DESCRIPTION OF THE TASK: Return, word for word, only the lines of the data below that lie between the line with "Input: one rendered" and the line with "For a GIS import: Serialize what can be read in this", those two lines included.

GIVEN DATA:
━━━━━━━━━━

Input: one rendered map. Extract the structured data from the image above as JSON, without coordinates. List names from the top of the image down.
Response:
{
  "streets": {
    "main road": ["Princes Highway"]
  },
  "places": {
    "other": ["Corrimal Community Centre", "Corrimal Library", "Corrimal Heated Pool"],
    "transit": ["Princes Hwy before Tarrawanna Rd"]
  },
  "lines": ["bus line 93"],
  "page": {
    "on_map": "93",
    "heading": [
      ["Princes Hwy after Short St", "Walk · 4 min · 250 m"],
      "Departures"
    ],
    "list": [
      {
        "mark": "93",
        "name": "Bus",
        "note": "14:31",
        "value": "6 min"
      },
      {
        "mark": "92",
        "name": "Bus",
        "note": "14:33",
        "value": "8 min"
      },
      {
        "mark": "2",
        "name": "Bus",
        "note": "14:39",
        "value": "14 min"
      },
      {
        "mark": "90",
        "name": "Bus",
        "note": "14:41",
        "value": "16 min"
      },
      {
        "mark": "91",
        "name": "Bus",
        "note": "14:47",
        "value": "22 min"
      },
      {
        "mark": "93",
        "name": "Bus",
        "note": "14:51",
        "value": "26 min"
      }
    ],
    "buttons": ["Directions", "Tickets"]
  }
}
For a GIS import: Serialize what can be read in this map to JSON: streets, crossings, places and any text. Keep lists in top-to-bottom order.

━━━━━━━━━━

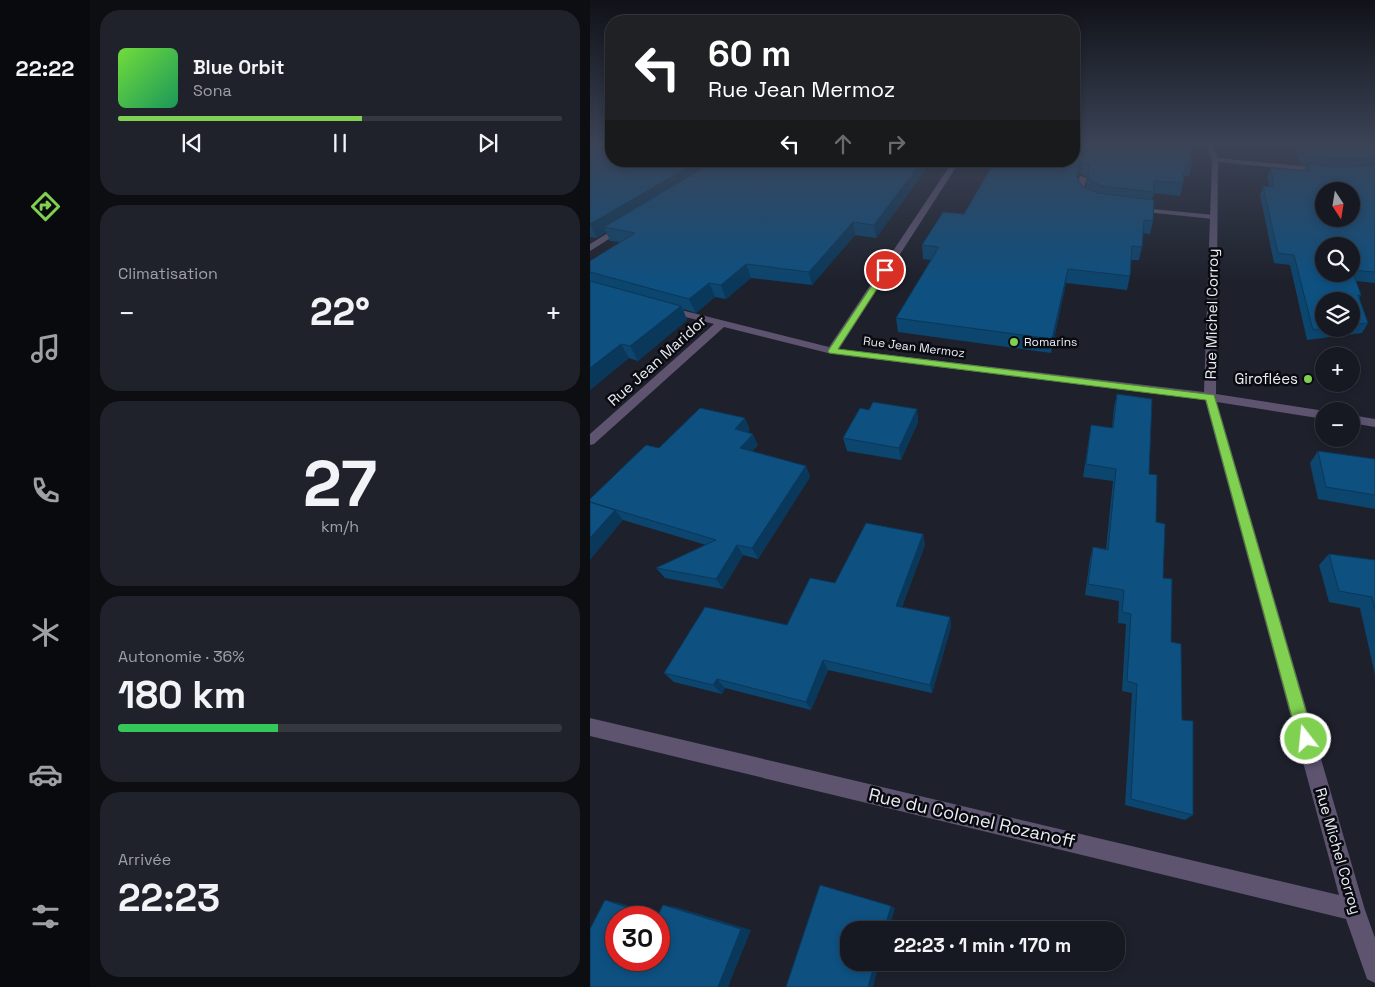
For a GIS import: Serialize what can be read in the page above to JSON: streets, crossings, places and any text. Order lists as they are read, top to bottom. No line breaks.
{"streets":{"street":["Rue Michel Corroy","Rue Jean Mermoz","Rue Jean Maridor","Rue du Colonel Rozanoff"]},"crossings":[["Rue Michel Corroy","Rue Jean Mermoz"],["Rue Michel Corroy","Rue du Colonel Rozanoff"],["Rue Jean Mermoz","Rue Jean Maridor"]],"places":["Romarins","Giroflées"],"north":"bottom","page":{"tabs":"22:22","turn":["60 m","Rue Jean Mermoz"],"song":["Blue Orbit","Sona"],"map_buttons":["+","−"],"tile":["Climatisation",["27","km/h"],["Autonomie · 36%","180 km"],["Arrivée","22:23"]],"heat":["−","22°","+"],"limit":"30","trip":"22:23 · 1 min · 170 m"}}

━━━━━━━━━━

OUTPUT BELOW:
Input: one rendered map. Extract the structured data from the image above as JSON, without coordinates. List names from the top of the image down.
Response:
{
  "streets": {
    "main road": ["Princes Highway"]
  },
  "places": {
    "other": ["Corrimal Community Centre", "Corrimal Library", "Corrimal Heated Pool"],
    "transit": ["Princes Hwy before Tarrawanna Rd"]
  },
  "lines": ["bus line 93"],
  "page": {
    "on_map": "93",
    "heading": [
      ["Princes Hwy after Short St", "Walk · 4 min · 250 m"],
      "Departures"
    ],
    "list": [
      {
        "mark": "93",
        "name": "Bus",
        "note": "14:31",
        "value": "6 min"
      },
      {
        "mark": "92",
        "name": "Bus",
        "note": "14:33",
        "value": "8 min"
      },
      {
        "mark": "2",
        "name": "Bus",
        "note": "14:39",
        "value": "14 min"
      },
      {
        "mark": "90",
        "name": "Bus",
        "note": "14:41",
        "value": "16 min"
      },
      {
        "mark": "91",
        "name": "Bus",
        "note": "14:47",
        "value": "22 min"
      },
      {
        "mark": "93",
        "name": "Bus",
        "note": "14:51",
        "value": "26 min"
      }
    ],
    "buttons": ["Directions", "Tickets"]
  }
}
For a GIS import: Serialize what can be read in this map to JSON: streets, crossings, places and any text. Keep lists in top-to-bottom order.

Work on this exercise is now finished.